I can’t sleep. I should, but it’s not happening because I can’t shut my brain off just yet.

It’s just after midnight on Thursday, May 15th, and today is the last day of my 30s.

It’s a day I never thought I would actually see. I can’t say I’ve been looking forward to it. It hasn’t seemed real to me, and I don’t feel prepared.

My friends keep telling me it’s no big deal, nothing to be afraid of, but I can’t help but be a bit sad. Because I always get a bit down on my birthday anyway (honestly, it’s the main reason I take the day off work every year; I’m just not that productive), and because this feels like the end of a long movie that I’ve enjoyed watching for all these years. The end credits are rolling and I have absolutely no idea what I’m going to do after I leave the theater.

It’s not necessarily “middle age”. If I take after my grandparents, I won’t hit my midway point until 45 or so. I know I look young to some (I still get carded occasionally). I try to count my blessings – I’m in near perfect health, I have few but exceptional friends, I have a beautiful small family, an engaging and challenging career and I live in the house that I used to daydream about owning someday. I am smarter than I’ve ever been, and I am in better shape today than I was at 25.

It’s just that I can’t stop ruminating about the things I had once thought, once hoped, once believed I’d get a chance to do: be uber successful, sow my wild oats, have a second child. Those things are probably not in the cards and I have to accept that. Years ago, when I imagined what turning 40 would be like, I dreaded not just the physical aspects of aging – the wrinkles, the jowls, the deteriorating joints – but things like my career stalling and feeling irrelevant, invisible to the vibrant world. 

I’ve also lately been keenly feeling the loss of my beloved Grandma, my last living grandparent and my favorite relative. She died just before 5pm on New Year’s Eve, right at the end of last year. As I mentioned in a recent speech I gave at Toastmasters, I resemble her, I have a lot of her quirks and mannerisms and a lot of her loves are also mine.
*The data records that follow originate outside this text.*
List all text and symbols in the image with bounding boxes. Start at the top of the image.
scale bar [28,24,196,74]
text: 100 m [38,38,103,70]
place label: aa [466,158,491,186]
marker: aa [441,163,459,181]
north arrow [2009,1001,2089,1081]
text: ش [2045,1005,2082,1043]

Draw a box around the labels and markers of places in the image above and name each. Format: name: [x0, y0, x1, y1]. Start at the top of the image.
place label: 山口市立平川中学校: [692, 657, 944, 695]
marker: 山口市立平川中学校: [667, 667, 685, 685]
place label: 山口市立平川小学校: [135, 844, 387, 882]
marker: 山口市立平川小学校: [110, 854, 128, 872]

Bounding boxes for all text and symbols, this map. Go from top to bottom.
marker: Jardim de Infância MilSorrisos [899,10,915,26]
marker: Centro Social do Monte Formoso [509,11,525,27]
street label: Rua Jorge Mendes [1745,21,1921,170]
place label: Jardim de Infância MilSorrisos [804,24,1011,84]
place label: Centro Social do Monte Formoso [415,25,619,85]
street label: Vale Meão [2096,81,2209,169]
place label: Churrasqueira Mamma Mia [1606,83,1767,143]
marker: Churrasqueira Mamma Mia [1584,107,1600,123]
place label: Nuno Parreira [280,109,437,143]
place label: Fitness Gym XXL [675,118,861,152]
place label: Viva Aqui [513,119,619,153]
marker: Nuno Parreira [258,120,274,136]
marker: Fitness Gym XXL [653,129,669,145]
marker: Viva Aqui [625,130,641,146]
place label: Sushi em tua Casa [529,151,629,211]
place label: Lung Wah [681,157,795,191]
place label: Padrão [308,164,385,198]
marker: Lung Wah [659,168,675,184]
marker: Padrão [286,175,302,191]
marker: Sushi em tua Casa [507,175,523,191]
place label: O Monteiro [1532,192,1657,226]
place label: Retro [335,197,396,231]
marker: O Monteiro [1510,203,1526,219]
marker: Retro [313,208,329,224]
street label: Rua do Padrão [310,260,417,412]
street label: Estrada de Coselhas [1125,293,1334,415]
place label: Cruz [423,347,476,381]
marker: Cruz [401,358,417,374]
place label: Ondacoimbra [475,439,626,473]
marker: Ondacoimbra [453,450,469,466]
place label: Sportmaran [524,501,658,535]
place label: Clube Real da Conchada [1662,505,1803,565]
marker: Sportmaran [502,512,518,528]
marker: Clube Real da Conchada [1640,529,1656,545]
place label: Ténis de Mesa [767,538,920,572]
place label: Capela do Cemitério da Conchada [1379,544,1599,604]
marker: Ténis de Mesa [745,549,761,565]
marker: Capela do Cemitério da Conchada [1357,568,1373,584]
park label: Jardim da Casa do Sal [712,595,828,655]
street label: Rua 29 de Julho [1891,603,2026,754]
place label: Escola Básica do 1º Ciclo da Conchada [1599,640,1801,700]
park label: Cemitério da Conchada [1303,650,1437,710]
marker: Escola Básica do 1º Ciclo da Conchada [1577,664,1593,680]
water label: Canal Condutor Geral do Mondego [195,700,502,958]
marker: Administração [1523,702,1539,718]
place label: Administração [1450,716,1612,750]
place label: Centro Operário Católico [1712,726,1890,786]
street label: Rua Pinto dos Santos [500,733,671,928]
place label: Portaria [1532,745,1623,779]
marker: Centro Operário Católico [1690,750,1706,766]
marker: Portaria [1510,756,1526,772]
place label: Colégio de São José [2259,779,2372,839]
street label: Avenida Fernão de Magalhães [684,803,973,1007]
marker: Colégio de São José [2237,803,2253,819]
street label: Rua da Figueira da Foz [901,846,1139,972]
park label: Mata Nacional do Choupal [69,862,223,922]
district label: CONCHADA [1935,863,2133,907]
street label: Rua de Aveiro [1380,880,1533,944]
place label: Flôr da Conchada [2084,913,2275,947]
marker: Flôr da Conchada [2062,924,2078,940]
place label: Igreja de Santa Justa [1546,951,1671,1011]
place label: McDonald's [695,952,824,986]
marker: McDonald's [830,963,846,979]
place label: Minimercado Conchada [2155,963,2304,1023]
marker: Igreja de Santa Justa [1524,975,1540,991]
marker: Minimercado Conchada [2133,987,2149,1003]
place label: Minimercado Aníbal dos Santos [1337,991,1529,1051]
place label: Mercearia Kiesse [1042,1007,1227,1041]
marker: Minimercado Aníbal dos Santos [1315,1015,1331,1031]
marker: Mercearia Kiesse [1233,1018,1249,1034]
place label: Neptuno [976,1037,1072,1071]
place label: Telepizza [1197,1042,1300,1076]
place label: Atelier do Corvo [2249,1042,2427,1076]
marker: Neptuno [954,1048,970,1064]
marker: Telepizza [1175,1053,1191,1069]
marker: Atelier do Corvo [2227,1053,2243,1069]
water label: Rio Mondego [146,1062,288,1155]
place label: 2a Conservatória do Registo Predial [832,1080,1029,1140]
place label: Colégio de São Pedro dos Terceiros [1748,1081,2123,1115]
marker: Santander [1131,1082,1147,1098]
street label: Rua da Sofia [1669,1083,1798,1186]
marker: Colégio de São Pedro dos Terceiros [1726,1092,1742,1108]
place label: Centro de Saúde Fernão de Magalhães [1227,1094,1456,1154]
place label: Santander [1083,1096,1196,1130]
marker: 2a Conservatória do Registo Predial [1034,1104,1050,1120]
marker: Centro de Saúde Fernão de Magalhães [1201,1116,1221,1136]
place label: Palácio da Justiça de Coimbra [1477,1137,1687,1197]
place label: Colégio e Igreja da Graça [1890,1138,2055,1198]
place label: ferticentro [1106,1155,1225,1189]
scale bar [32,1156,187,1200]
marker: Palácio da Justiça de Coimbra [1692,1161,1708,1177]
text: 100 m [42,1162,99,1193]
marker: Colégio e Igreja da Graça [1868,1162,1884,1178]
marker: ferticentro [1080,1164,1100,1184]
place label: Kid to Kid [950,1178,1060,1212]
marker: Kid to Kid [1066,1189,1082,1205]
When she died, a very real piece of me left with her. Now that she’s gone, someone who truly cared about me and a major presence in my young life has vanished.

A couple of weeks ago, three days after Easter, my cat Bastet also died. I had gotten her the week after I got married, when I was 26. She had been my near-constant companion and another vestige of my youth. More loss, more sorrow, more reminders. It’s all interconnected.

And I loved being in my 30s. During this last decade I:

  • Bought a house
  • Became a blogger
  • Finished my four-year degree
  • Accepted a job at an amazing company
  • Met a slew of interesting people
  • Became a public speaker
  • Became a runner
  • Became a cyclist
  • Became a leader

I should be feeling joy. I understand that. I also know that it’s my prerogative to be a little sad, even though it’s hard to relate to my reasons why. I’ll get over it, I have to. But before I can “smile because it happened” I have to get through the stage where I “cry because it’s over”.